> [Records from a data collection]

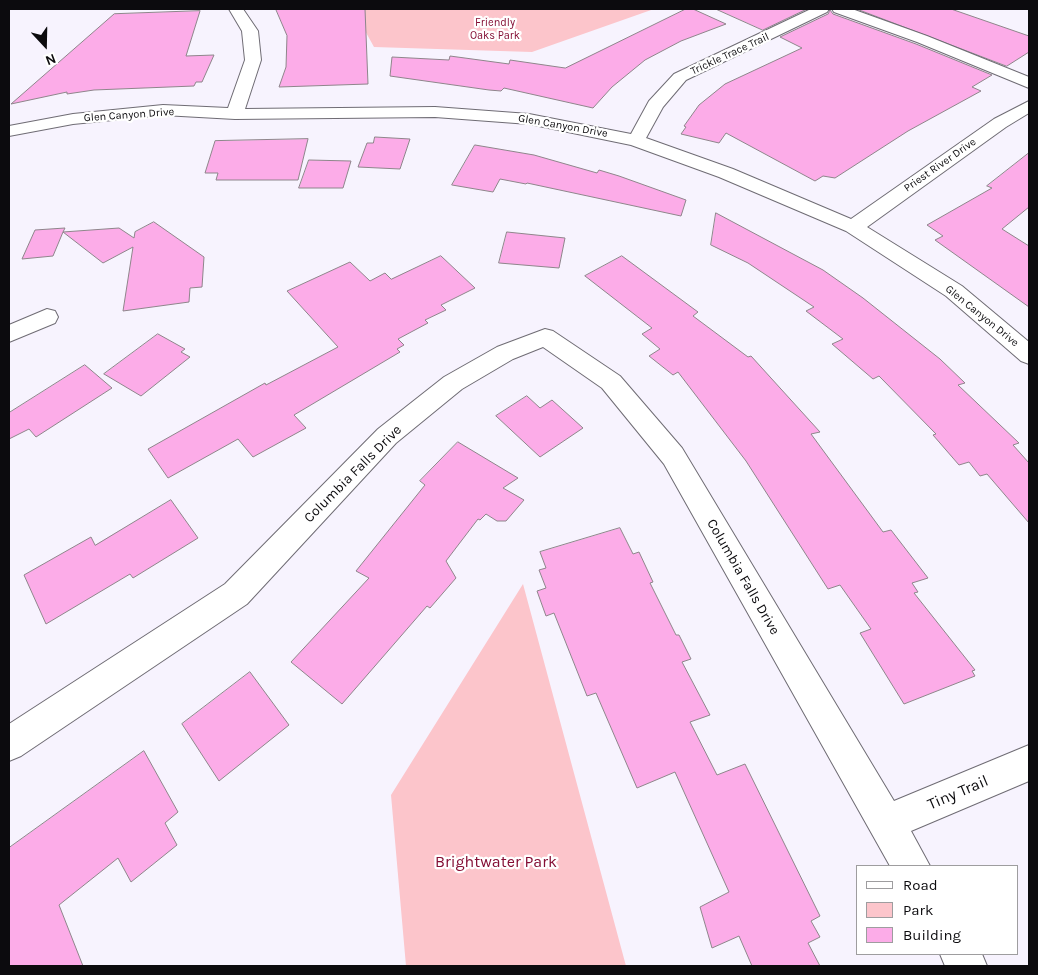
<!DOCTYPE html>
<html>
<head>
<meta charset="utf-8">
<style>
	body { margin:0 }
	#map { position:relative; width:1038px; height:975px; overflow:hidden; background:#f7f3fe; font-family:Karla,sans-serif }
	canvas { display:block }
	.frame { position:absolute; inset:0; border:10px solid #0c0b0e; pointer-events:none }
	.legend { position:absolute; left:856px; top:865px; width:162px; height:90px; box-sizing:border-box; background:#fff; border:1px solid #9e9d9f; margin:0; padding:6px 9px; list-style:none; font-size:15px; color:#0c0b0e }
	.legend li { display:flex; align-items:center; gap:10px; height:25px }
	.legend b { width:25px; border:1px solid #9e9d9f }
	.north { position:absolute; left:20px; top:20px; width:50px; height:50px; -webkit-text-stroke:4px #fff; paint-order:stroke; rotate:159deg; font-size:14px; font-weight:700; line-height:20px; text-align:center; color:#0c0b0e }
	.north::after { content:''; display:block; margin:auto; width:18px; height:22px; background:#0c0b0e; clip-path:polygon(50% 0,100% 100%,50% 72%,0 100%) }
</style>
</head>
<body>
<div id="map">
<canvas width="1038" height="975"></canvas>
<div class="frame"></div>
<ul class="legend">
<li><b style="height:6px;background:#fff"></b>Road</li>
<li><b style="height:14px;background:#fcc5cb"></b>Park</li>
<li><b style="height:14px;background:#fcace8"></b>Building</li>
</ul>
<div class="north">N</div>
</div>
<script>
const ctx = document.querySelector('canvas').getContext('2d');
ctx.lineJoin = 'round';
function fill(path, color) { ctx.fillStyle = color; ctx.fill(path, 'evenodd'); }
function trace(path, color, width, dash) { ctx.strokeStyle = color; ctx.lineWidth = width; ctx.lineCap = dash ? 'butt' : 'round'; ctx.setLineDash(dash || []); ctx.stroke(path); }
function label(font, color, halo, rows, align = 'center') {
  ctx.font = font + ' Karla,sans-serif'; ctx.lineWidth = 4.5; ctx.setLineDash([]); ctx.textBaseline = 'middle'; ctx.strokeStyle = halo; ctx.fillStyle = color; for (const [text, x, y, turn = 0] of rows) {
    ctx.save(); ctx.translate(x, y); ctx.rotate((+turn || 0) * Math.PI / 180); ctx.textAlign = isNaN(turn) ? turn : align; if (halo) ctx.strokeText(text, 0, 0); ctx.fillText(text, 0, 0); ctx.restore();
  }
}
fill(new Path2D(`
	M353,9H654L532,52L374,47Z
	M523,584L626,966H406L391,795Z`), '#fcc5cb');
const building = new Path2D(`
	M276,9H365L368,84L279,87L286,67L287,36Z
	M686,9H693L726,24L681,41L645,60L612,87L593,108L504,88L501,91L489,90L390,76L392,57L449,60L450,56L509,64L510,60L565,68Z
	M716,9H807L763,30Z
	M857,9H951L1029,36V52L1007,66Z
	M830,10L833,14L916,44L992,75L972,87L981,91L908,131L835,178L823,176L815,181L726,133L719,143L681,134L686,127L684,126L699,105L725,84L802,48L780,37L828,14Z
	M200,11L186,56L214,55L202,82H196L194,86L94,90L67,94V92L11,104L114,14Z
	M375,137L410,139L400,169L358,167L367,143H373Z
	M308,139L298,180H216L218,173H205L215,141Z
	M475,145L534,155L597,173L599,170L619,176L686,200L681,216L527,183L526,184L500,179L493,192L452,185Z
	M1029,153V207L1002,229L1029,246V307L935,240L943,236L927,225L992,188L987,186Z
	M309,160L351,161L343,188H299Z
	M716,213L823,270L863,298L940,359L965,383L958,385L1019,443L1013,445L1029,463V523L987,474L980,476L969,462L959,465L933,435L936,434L879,376L873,379L832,344L843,339L806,311L814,307L748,263L711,245Z
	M154,222L204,257L202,287L190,288L189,302L123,311L133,247L103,263L63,232L53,256L22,259L35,230L65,228L63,232L119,228L134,238L135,232Z
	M507,232L565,238L559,268L499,263Z
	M441,256L475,288L441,305L446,310L425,320L428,323L398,339L404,345L397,349L400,352L294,415L306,428L253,457L238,439L168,478L148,449L265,383L266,385L338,347L287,291L350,262L370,281L385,273L391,279Z
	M622,256L698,312L693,316L748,357L751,356L820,432L811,434L883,532L891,530L928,578L912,583L918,592L914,593L975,670L972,671L975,676L904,704L860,633L871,629L840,585L828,589L746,461L678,372L673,375L649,356L660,349L642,334L652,328L585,276Z
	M158,334L185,349L181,352L190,357L141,396L104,374Z
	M85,365L112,388L36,437L29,429L9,439V413Z
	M527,396L540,408L552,400L583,428L540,457L496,416Z
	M458,442L518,478L503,488L524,500L506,521H497L486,514L480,520L478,519L446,561L456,578L430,608L427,606L342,704L291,662L369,578L356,571L425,485L420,481Z
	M171,500L198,538L133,578L130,574L46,624L24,575L91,537L95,545Z
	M620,528L633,554L639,552L653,582L650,583L676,635H679L691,659L682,662L710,715L690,722L717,775L745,764L820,916L811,921L820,937L808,943L820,966H752L739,936L712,948L700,907L729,892L675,772L637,788L596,693L587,696L554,613L546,616L537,591L546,588L539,570L546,568L540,552Z
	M250,672L289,725L219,781L182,724Z
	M144,751L178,812L165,823L177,845L131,882L118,858L59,905L83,966H9V848Z`);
fill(building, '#fcace8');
trace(building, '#8e858b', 1);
const minor = new Path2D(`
	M229,9H243L258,31L261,60L245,109L435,107L529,114L631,134L649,101L674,74L811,9H829L827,12L686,80L663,107L646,138L733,169L851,219L994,119L1029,101V113L1006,127L867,227L962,286L1029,342V364L1021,361L946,296L846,231L719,177L631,145L529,124L435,117L235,119L163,115L73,124L9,136V126L73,114L163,105L228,108L245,60L242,31Z
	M832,9H852L927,36L1029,77V88L917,42L834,12Z
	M47,309L55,311L58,317L55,323L9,342V325Z
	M545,329L553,331L620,376L682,448L894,801L1029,745V781L911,831L930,866H890L664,464L602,388L543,347L513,359L462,389L396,443L247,604L21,756L9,761V724L225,584L378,429L444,377L497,347Z
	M940,954H982L987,966H945Z`);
trace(minor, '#6f6c74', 2);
fill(minor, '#fff');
label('11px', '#840e34', '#fff', [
	["Friendly",495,23],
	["Oaks Park",495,36]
]);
label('11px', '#0c0b0e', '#fff', [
	["Trickle Trace Trail",730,54,-25],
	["Glen Canyon Drive",129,115,-4],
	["Glen Canyon Drive",563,126,10],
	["Priest River Drive",940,165,-35],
	["Glen Canyon Drive",982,316,39]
]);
label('14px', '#0c0b0e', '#fff', [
	["Columbia Falls Drive",353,474,-45],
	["Columbia Falls Drive",743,577,60]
]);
label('16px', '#0c0b0e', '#fff', [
	["Tiny Trail",958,793,-23]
]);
label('16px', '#840e34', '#fff', [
	["Brightwater Park",496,862]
]);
</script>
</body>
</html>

> [Work instruction] Each line in the records above that contains the word "fillStyle" must be copied.

> [Response]
function fill(path, color) { ctx.fillStyle = color; ctx.fill(path, 'evenodd'); }
  ctx.font = font + ' Karla,sans-serif'; ctx.lineWidth = 4.5; ctx.setLineDash([]); ctx.textBaseline = 'middle'; ctx.strokeStyle = halo; ctx.fillStyle = color; for (const [text, x, y, turn = 0] of rows) {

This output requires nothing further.